### HOW TO COMPLETE THIS TASK
Print out the records precisely, keeping each line identical to its source.

==========

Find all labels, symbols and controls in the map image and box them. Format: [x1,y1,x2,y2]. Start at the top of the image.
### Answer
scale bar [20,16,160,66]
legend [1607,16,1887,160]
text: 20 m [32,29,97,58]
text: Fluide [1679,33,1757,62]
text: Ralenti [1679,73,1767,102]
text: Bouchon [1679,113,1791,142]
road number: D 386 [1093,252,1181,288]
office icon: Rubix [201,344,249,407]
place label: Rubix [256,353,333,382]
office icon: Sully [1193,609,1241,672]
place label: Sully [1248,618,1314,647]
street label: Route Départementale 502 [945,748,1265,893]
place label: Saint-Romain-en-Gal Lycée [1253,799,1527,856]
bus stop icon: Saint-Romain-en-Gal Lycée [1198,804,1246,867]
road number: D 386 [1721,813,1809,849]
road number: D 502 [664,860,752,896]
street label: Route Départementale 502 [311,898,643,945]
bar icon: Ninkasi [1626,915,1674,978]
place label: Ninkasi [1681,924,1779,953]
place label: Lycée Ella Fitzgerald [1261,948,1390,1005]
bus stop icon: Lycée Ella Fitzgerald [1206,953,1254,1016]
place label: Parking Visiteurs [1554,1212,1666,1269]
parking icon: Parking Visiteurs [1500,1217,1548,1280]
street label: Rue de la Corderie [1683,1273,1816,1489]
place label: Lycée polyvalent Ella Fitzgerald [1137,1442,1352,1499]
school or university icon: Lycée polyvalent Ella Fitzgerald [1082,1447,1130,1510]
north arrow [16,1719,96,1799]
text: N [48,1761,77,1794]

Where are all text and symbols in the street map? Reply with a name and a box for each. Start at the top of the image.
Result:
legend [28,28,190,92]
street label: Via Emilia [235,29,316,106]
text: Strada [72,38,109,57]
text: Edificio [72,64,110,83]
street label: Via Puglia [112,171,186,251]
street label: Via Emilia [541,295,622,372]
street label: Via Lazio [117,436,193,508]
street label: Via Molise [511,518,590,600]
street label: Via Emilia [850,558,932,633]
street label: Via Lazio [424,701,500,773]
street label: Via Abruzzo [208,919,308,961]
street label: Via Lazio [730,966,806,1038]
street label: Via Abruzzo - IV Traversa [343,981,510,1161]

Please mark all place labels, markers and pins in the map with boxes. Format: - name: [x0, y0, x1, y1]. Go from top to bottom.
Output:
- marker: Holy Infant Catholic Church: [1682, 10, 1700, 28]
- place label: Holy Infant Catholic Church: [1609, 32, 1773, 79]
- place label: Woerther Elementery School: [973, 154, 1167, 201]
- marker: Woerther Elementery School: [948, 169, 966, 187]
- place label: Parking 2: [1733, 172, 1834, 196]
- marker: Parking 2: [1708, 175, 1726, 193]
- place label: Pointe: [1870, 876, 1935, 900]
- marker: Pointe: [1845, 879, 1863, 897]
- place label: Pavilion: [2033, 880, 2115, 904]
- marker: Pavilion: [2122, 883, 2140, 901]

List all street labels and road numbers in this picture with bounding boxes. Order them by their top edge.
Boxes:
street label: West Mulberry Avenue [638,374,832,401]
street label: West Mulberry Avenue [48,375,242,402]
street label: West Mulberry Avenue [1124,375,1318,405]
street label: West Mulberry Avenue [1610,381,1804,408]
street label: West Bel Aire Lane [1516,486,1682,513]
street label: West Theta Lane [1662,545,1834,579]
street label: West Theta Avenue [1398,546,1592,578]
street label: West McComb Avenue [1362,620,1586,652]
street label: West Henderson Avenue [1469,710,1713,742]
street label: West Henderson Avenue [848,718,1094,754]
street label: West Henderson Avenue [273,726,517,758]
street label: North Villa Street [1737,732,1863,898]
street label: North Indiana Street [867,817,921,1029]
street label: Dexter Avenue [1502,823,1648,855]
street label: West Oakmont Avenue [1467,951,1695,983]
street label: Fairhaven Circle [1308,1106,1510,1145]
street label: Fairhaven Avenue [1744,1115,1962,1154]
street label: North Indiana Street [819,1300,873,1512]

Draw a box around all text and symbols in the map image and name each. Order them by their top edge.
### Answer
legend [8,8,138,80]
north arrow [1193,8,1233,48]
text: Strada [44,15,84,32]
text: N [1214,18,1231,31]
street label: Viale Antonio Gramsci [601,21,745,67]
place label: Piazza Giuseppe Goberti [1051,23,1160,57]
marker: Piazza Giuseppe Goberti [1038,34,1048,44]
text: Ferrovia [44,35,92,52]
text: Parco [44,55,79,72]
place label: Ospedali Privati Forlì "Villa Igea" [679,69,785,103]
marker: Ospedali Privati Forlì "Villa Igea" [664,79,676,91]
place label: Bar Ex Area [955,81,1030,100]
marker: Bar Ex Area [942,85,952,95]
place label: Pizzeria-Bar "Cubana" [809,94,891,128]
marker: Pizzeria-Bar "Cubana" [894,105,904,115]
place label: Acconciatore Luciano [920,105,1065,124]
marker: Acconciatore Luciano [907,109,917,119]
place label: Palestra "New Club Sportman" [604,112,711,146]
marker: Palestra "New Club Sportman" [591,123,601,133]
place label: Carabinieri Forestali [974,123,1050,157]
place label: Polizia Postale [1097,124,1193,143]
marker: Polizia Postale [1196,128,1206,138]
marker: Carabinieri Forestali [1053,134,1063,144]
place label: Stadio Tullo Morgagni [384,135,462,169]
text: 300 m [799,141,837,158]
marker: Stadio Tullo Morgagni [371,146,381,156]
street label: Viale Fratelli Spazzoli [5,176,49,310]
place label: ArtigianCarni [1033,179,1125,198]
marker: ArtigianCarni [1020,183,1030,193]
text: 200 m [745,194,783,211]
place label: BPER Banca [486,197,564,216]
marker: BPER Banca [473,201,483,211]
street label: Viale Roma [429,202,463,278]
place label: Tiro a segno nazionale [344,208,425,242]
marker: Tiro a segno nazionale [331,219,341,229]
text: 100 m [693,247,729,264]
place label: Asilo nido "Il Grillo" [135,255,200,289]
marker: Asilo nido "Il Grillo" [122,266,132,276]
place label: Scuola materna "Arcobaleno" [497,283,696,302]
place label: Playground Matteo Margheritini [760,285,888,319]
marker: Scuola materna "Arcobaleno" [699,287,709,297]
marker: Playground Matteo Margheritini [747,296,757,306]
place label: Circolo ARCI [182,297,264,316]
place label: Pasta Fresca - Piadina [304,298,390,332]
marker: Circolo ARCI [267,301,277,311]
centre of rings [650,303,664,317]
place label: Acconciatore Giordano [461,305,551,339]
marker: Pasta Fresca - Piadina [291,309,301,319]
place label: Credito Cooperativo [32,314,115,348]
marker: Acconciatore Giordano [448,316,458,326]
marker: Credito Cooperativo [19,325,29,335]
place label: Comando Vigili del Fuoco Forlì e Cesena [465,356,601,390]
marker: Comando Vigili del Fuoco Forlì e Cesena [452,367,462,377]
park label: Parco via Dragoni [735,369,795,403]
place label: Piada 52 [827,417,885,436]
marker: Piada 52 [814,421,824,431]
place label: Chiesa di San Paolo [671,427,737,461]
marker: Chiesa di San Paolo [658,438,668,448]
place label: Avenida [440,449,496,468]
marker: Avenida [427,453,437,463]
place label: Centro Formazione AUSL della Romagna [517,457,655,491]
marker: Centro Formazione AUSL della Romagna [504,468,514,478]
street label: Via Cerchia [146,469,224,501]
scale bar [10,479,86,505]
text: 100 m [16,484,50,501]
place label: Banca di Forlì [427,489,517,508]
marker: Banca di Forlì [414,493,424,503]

==========

### RESPONSE
Find all labels, symbols and controls in the map image and box them. Format: [x1,y1,x2,y2]. Start at the top of the image.
### Answer
scale bar [20,16,160,66]
legend [1607,16,1887,160]
text: 20 m [32,29,97,58]
text: Fluide [1679,33,1757,62]
text: Ralenti [1679,73,1767,102]
text: Bouchon [1679,113,1791,142]
road number: D 386 [1093,252,1181,288]
office icon: Rubix [201,344,249,407]
place label: Rubix [256,353,333,382]
office icon: Sully [1193,609,1241,672]
place label: Sully [1248,618,1314,647]
street label: Route Départementale 502 [945,748,1265,893]
place label: Saint-Romain-en-Gal Lycée [1253,799,1527,856]
bus stop icon: Saint-Romain-en-Gal Lycée [1198,804,1246,867]
road number: D 386 [1721,813,1809,849]
road number: D 502 [664,860,752,896]
street label: Route Départementale 502 [311,898,643,945]
bar icon: Ninkasi [1626,915,1674,978]
place label: Ninkasi [1681,924,1779,953]
place label: Lycée Ella Fitzgerald [1261,948,1390,1005]
bus stop icon: Lycée Ella Fitzgerald [1206,953,1254,1016]
place label: Parking Visiteurs [1554,1212,1666,1269]
parking icon: Parking Visiteurs [1500,1217,1548,1280]
street label: Rue de la Corderie [1683,1273,1816,1489]
place label: Lycée polyvalent Ella Fitzgerald [1137,1442,1352,1499]
school or university icon: Lycée polyvalent Ella Fitzgerald [1082,1447,1130,1510]
north arrow [16,1719,96,1799]
text: N [48,1761,77,1794]

Where are all text and symbols in the street map? Reply with a name and a box for each. Start at the top of the image.
Result:
legend [28,28,190,92]
street label: Via Emilia [235,29,316,106]
text: Strada [72,38,109,57]
text: Edificio [72,64,110,83]
street label: Via Puglia [112,171,186,251]
street label: Via Emilia [541,295,622,372]
street label: Via Lazio [117,436,193,508]
street label: Via Molise [511,518,590,600]
street label: Via Emilia [850,558,932,633]
street label: Via Lazio [424,701,500,773]
street label: Via Abruzzo [208,919,308,961]
street label: Via Lazio [730,966,806,1038]
street label: Via Abruzzo - IV Traversa [343,981,510,1161]

Please mark all place labels, markers and pins in the map with boxes. Format: - name: [x0, y0, x1, y1]. Go from top to bottom.
Output:
- marker: Holy Infant Catholic Church: [1682, 10, 1700, 28]
- place label: Holy Infant Catholic Church: [1609, 32, 1773, 79]
- place label: Woerther Elementery School: [973, 154, 1167, 201]
- marker: Woerther Elementery School: [948, 169, 966, 187]
- place label: Parking 2: [1733, 172, 1834, 196]
- marker: Parking 2: [1708, 175, 1726, 193]
- place label: Pointe: [1870, 876, 1935, 900]
- marker: Pointe: [1845, 879, 1863, 897]
- place label: Pavilion: [2033, 880, 2115, 904]
- marker: Pavilion: [2122, 883, 2140, 901]

List all street labels and road numbers in this picture with bounding boxes. Order them by their top edge.
Boxes:
street label: West Mulberry Avenue [638,374,832,401]
street label: West Mulberry Avenue [48,375,242,402]
street label: West Mulberry Avenue [1124,375,1318,405]
street label: West Mulberry Avenue [1610,381,1804,408]
street label: West Bel Aire Lane [1516,486,1682,513]
street label: West Theta Lane [1662,545,1834,579]
street label: West Theta Avenue [1398,546,1592,578]
street label: West McComb Avenue [1362,620,1586,652]
street label: West Henderson Avenue [1469,710,1713,742]
street label: West Henderson Avenue [848,718,1094,754]
street label: West Henderson Avenue [273,726,517,758]
street label: North Villa Street [1737,732,1863,898]
street label: North Indiana Street [867,817,921,1029]
street label: Dexter Avenue [1502,823,1648,855]
street label: West Oakmont Avenue [1467,951,1695,983]
street label: Fairhaven Circle [1308,1106,1510,1145]
street label: Fairhaven Avenue [1744,1115,1962,1154]
street label: North Indiana Street [819,1300,873,1512]

Draw a box around all text and symbols in the map image and name each. Order them by their top edge.
### Answer
legend [8,8,138,80]
north arrow [1193,8,1233,48]
text: Strada [44,15,84,32]
text: N [1214,18,1231,31]
street label: Viale Antonio Gramsci [601,21,745,67]
place label: Piazza Giuseppe Goberti [1051,23,1160,57]
marker: Piazza Giuseppe Goberti [1038,34,1048,44]
text: Ferrovia [44,35,92,52]
text: Parco [44,55,79,72]
place label: Ospedali Privati Forlì "Villa Igea" [679,69,785,103]
marker: Ospedali Privati Forlì "Villa Igea" [664,79,676,91]
place label: Bar Ex Area [955,81,1030,100]
marker: Bar Ex Area [942,85,952,95]
place label: Pizzeria-Bar "Cubana" [809,94,891,128]
marker: Pizzeria-Bar "Cubana" [894,105,904,115]
place label: Acconciatore Luciano [920,105,1065,124]
marker: Acconciatore Luciano [907,109,917,119]
place label: Palestra "New Club Sportman" [604,112,711,146]
marker: Palestra "New Club Sportman" [591,123,601,133]
place label: Carabinieri Forestali [974,123,1050,157]
place label: Polizia Postale [1097,124,1193,143]
marker: Polizia Postale [1196,128,1206,138]
marker: Carabinieri Forestali [1053,134,1063,144]
place label: Stadio Tullo Morgagni [384,135,462,169]
text: 300 m [799,141,837,158]
marker: Stadio Tullo Morgagni [371,146,381,156]
street label: Viale Fratelli Spazzoli [5,176,49,310]
place label: ArtigianCarni [1033,179,1125,198]
marker: ArtigianCarni [1020,183,1030,193]
text: 200 m [745,194,783,211]
place label: BPER Banca [486,197,564,216]
marker: BPER Banca [473,201,483,211]
street label: Viale Roma [429,202,463,278]
place label: Tiro a segno nazionale [344,208,425,242]
marker: Tiro a segno nazionale [331,219,341,229]
text: 100 m [693,247,729,264]
place label: Asilo nido "Il Grillo" [135,255,200,289]
marker: Asilo nido "Il Grillo" [122,266,132,276]
place label: Scuola materna "Arcobaleno" [497,283,696,302]
place label: Playground Matteo Margheritini [760,285,888,319]
marker: Scuola materna "Arcobaleno" [699,287,709,297]
marker: Playground Matteo Margheritini [747,296,757,306]
place label: Circolo ARCI [182,297,264,316]
place label: Pasta Fresca - Piadina [304,298,390,332]
marker: Circolo ARCI [267,301,277,311]
centre of rings [650,303,664,317]
place label: Acconciatore Giordano [461,305,551,339]
marker: Pasta Fresca - Piadina [291,309,301,319]
place label: Credito Cooperativo [32,314,115,348]
marker: Acconciatore Giordano [448,316,458,326]
marker: Credito Cooperativo [19,325,29,335]
place label: Comando Vigili del Fuoco Forlì e Cesena [465,356,601,390]
marker: Comando Vigili del Fuoco Forlì e Cesena [452,367,462,377]
park label: Parco via Dragoni [735,369,795,403]
place label: Piada 52 [827,417,885,436]
marker: Piada 52 [814,421,824,431]
place label: Chiesa di San Paolo [671,427,737,461]
marker: Chiesa di San Paolo [658,438,668,448]
place label: Avenida [440,449,496,468]
marker: Avenida [427,453,437,463]
place label: Centro Formazione AUSL della Romagna [517,457,655,491]
marker: Centro Formazione AUSL della Romagna [504,468,514,478]
street label: Via Cerchia [146,469,224,501]
scale bar [10,479,86,505]
text: 100 m [16,484,50,501]
place label: Banca di Forlì [427,489,517,508]
marker: Banca di Forlì [414,493,424,503]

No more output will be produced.